▶ WHAT TO WORK ON
Your job is to copy every record exactly.

▶ INFORMATION PROVIDED
————————

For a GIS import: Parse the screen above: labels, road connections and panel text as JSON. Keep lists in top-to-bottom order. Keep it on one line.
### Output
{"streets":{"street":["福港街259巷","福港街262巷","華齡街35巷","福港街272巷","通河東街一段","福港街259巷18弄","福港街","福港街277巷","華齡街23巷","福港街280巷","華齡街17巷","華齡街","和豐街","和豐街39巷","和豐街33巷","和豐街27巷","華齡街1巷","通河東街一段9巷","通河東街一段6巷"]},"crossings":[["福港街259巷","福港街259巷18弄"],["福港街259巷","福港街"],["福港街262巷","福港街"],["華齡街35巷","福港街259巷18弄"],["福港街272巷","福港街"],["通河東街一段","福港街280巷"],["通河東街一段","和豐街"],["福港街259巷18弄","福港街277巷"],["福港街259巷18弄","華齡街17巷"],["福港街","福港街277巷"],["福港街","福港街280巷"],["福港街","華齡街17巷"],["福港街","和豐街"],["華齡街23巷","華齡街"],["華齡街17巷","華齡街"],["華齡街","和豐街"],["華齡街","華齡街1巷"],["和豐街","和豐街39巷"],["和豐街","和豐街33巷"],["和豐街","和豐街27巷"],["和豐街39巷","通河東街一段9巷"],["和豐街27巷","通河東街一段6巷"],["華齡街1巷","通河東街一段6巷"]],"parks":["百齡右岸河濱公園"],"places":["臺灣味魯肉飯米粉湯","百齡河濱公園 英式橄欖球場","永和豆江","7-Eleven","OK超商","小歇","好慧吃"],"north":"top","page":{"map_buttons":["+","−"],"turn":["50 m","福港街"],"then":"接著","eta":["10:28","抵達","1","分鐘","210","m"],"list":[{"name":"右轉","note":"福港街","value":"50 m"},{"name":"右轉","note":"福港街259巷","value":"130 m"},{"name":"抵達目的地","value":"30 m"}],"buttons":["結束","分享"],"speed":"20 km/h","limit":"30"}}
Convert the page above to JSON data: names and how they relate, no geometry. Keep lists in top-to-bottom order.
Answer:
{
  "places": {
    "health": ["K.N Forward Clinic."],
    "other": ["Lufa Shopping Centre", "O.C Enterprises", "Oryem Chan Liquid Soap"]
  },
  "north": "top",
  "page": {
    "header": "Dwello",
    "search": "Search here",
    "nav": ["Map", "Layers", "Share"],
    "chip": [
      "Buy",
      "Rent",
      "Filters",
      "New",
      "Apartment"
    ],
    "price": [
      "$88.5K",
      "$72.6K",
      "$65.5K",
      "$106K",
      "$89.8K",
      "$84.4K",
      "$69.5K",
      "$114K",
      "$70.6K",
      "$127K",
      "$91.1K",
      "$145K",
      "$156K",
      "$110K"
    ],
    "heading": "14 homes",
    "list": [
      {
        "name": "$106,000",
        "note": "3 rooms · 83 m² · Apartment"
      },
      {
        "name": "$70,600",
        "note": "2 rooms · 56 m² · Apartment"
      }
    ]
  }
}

————————

▶ REPLY
For a GIS import: Parse the screen above: labels, road connections and panel text as JSON. Keep lists in top-to-bottom order. Keep it on one line.
### Output
{"streets":{"street":["福港街259巷","福港街262巷","華齡街35巷","福港街272巷","通河東街一段","福港街259巷18弄","福港街","福港街277巷","華齡街23巷","福港街280巷","華齡街17巷","華齡街","和豐街","和豐街39巷","和豐街33巷","和豐街27巷","華齡街1巷","通河東街一段9巷","通河東街一段6巷"]},"crossings":[["福港街259巷","福港街259巷18弄"],["福港街259巷","福港街"],["福港街262巷","福港街"],["華齡街35巷","福港街259巷18弄"],["福港街272巷","福港街"],["通河東街一段","福港街280巷"],["通河東街一段","和豐街"],["福港街259巷18弄","福港街277巷"],["福港街259巷18弄","華齡街17巷"],["福港街","福港街277巷"],["福港街","福港街280巷"],["福港街","華齡街17巷"],["福港街","和豐街"],["華齡街23巷","華齡街"],["華齡街17巷","華齡街"],["華齡街","和豐街"],["華齡街","華齡街1巷"],["和豐街","和豐街39巷"],["和豐街","和豐街33巷"],["和豐街","和豐街27巷"],["和豐街39巷","通河東街一段9巷"],["和豐街27巷","通河東街一段6巷"],["華齡街1巷","通河東街一段6巷"]],"parks":["百齡右岸河濱公園"],"places":["臺灣味魯肉飯米粉湯","百齡河濱公園 英式橄欖球場","永和豆江","7-Eleven","OK超商","小歇","好慧吃"],"north":"top","page":{"map_buttons":["+","−"],"turn":["50 m","福港街"],"then":"接著","eta":["10:28","抵達","1","分鐘","210","m"],"list":[{"name":"右轉","note":"福港街","value":"50 m"},{"name":"右轉","note":"福港街259巷","value":"130 m"},{"name":"抵達目的地","value":"30 m"}],"buttons":["結束","分享"],"speed":"20 km/h","limit":"30"}}
Convert the page above to JSON data: names and how they relate, no geometry. Keep lists in top-to-bottom order.
Answer:
{
  "places": {
    "health": ["K.N Forward Clinic."],
    "other": ["Lufa Shopping Centre", "O.C Enterprises", "Oryem Chan Liquid Soap"]
  },
  "north": "top",
  "page": {
    "header": "Dwello",
    "search": "Search here",
    "nav": ["Map", "Layers", "Share"],
    "chip": [
      "Buy",
      "Rent",
      "Filters",
      "New",
      "Apartment"
    ],
    "price": [
      "$88.5K",
      "$72.6K",
      "$65.5K",
      "$106K",
      "$89.8K",
      "$84.4K",
      "$69.5K",
      "$114K",
      "$70.6K",
      "$127K",
      "$91.1K",
      "$145K",
      "$156K",
      "$110K"
    ],
    "heading": "14 homes",
    "list": [
      {
        "name": "$106,000",
        "note": "3 rooms · 83 m² · Apartment"
      },
      {
        "name": "$70,600",
        "note": "2 rooms · 56 m² · Apartment"
      }
    ]
  }
}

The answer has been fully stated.